Además de la persecución oficial, una
unidad secreta paramilitar de la CUP dirigida por un médico, Behadin Shakir,
organizó escuadrones de la muerte que golpeaban a los armenios en su marcha o
durante sus escasos descansos. Asimismo, se propagó la idea de que si se mataba
a un armenio, se abrirían las puertas del cielo, por lo que los lugareños
acabaron participando en las matanzas.
Las violaciones de mujeres fueron un
componente esencial del genocidio y estas se cometieron contra niñas y ancianas
incluidas. Aurora Mardiganian fue testigo de la muerte de los miembros de su
familia, obligados a caminar más de 2.250 kilómetros. Fue secuestrada y vendida
en los mercados de esclavos a un harem. Entre todos los horrores relata cómo 16
jóvenes muchachas armenias fueron desnudadas, violadas y empaladas por sus
torturadores otomanos al no cumplir con sus deseos.

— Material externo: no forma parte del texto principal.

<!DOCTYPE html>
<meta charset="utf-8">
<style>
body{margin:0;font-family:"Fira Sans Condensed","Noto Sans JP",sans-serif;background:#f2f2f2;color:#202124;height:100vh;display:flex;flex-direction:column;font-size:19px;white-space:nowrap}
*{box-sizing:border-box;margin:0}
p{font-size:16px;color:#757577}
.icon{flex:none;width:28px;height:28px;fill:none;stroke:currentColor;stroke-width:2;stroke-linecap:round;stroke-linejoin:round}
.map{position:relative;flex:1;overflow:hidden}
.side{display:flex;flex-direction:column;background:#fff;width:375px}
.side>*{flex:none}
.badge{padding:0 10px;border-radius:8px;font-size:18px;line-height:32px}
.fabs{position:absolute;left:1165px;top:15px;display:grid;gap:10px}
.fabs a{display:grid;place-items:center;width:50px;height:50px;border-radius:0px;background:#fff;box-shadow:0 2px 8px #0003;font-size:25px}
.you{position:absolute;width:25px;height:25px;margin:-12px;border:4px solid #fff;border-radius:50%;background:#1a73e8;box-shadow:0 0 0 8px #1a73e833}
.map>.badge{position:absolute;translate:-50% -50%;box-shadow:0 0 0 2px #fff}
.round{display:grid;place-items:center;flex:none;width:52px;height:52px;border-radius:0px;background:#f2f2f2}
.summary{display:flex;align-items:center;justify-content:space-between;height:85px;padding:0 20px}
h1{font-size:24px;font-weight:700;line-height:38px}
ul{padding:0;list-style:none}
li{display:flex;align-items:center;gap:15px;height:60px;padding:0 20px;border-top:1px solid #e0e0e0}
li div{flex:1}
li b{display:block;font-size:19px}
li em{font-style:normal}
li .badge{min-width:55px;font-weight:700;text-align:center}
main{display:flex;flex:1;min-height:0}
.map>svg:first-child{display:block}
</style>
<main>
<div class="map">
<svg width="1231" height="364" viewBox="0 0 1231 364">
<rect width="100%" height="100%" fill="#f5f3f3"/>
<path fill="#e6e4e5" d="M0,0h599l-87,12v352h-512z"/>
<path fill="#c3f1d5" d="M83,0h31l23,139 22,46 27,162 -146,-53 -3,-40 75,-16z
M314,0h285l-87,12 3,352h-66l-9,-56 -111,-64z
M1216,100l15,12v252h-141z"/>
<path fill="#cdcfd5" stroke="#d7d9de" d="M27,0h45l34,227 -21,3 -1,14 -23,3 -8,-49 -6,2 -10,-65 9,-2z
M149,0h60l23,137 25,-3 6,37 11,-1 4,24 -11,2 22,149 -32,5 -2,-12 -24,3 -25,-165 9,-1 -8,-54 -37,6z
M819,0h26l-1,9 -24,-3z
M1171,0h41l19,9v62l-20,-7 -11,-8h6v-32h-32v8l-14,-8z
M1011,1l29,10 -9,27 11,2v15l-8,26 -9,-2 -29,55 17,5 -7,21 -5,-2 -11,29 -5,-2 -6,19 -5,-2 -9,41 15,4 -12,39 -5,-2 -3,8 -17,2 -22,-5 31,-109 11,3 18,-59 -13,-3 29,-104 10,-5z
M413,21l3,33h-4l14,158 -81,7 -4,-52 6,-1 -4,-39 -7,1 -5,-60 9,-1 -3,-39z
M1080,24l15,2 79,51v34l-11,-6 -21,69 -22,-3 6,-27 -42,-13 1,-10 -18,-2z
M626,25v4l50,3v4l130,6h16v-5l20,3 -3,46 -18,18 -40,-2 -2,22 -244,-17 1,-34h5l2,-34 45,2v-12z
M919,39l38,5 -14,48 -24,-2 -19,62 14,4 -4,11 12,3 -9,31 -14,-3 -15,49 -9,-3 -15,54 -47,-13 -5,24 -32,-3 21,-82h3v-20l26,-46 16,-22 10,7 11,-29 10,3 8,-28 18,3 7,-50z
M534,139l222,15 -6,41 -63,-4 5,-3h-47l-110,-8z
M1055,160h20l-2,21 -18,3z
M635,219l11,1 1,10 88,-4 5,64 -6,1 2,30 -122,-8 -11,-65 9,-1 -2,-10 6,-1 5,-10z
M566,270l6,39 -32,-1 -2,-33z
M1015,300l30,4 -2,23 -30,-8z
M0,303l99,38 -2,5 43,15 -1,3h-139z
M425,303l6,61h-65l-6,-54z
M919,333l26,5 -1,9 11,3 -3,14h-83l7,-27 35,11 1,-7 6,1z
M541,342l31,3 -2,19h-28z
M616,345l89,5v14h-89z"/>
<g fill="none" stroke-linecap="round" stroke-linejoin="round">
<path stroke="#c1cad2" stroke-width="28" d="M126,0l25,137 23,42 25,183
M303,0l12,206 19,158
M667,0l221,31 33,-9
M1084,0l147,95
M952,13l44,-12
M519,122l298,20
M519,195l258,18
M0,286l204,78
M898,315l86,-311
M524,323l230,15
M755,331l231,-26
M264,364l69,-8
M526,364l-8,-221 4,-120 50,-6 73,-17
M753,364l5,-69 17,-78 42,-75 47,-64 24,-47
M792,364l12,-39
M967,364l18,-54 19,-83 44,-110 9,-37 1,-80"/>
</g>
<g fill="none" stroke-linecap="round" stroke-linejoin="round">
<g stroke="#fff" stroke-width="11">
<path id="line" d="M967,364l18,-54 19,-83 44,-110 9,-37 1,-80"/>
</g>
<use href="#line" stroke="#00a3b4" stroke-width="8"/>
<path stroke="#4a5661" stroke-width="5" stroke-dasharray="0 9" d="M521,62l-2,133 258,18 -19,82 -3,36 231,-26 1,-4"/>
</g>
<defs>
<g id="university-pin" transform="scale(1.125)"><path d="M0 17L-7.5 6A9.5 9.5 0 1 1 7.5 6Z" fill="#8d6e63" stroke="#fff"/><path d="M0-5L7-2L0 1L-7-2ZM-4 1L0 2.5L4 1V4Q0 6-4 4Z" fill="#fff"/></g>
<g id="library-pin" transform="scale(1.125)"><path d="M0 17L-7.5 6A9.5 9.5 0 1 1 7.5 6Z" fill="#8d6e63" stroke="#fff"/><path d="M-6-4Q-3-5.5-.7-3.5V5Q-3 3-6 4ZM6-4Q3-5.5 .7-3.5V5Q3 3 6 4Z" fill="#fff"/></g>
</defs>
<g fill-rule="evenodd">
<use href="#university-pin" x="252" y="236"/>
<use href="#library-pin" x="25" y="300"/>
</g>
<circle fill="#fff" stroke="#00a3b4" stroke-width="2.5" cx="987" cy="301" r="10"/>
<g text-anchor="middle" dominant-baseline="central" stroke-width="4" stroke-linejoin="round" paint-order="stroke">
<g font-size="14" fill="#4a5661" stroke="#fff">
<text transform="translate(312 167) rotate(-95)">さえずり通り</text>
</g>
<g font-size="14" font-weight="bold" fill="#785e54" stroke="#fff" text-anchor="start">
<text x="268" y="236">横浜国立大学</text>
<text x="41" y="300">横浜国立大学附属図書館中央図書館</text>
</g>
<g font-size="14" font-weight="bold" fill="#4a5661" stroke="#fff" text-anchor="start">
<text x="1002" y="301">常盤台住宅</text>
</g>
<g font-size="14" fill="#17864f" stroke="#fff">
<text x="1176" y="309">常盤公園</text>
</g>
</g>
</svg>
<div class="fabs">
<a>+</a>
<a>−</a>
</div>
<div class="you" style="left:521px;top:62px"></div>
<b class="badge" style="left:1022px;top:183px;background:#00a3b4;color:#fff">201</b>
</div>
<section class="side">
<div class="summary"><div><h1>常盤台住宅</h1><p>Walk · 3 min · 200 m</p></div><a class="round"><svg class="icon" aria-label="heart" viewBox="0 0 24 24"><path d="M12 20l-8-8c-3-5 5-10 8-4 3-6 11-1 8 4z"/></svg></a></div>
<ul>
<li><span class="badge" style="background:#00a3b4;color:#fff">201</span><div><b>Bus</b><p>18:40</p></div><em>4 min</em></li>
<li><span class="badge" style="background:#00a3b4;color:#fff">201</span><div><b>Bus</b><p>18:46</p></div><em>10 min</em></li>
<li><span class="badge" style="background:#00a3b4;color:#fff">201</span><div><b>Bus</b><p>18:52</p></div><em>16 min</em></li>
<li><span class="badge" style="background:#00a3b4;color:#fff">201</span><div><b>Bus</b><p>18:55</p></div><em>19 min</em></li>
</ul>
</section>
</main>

Casi todos los armenios (11 a 12 millones) han sufrido
en sus familias el zarpazo del terror. Y si bien es cierto que el nuevo Estado
turco que se constituyó en 1923 se aleja radicalmente del CUP, dedica
considerables esfuerzos y dinero a defender que estos crímenes fueron cometidos
en un periodo de guerra y no como actos genocidas. Esta política pone en
cuestión el avance del Estado turco que se apoya en una memoria en gran medida
construida, fabricada y manipulada. Turquía debe reconocer el genocidio en
beneficio no sólo de las víctimas, sino de su propia subsistencia y de la de
toda la humanidad. La verdad y la reparación tienen un lugar necesario como
medida de justicia para el pueblo armenio. Por el contrario, la impunidad y la
negación del genocidio armenio avergüenza a quienes la defienden.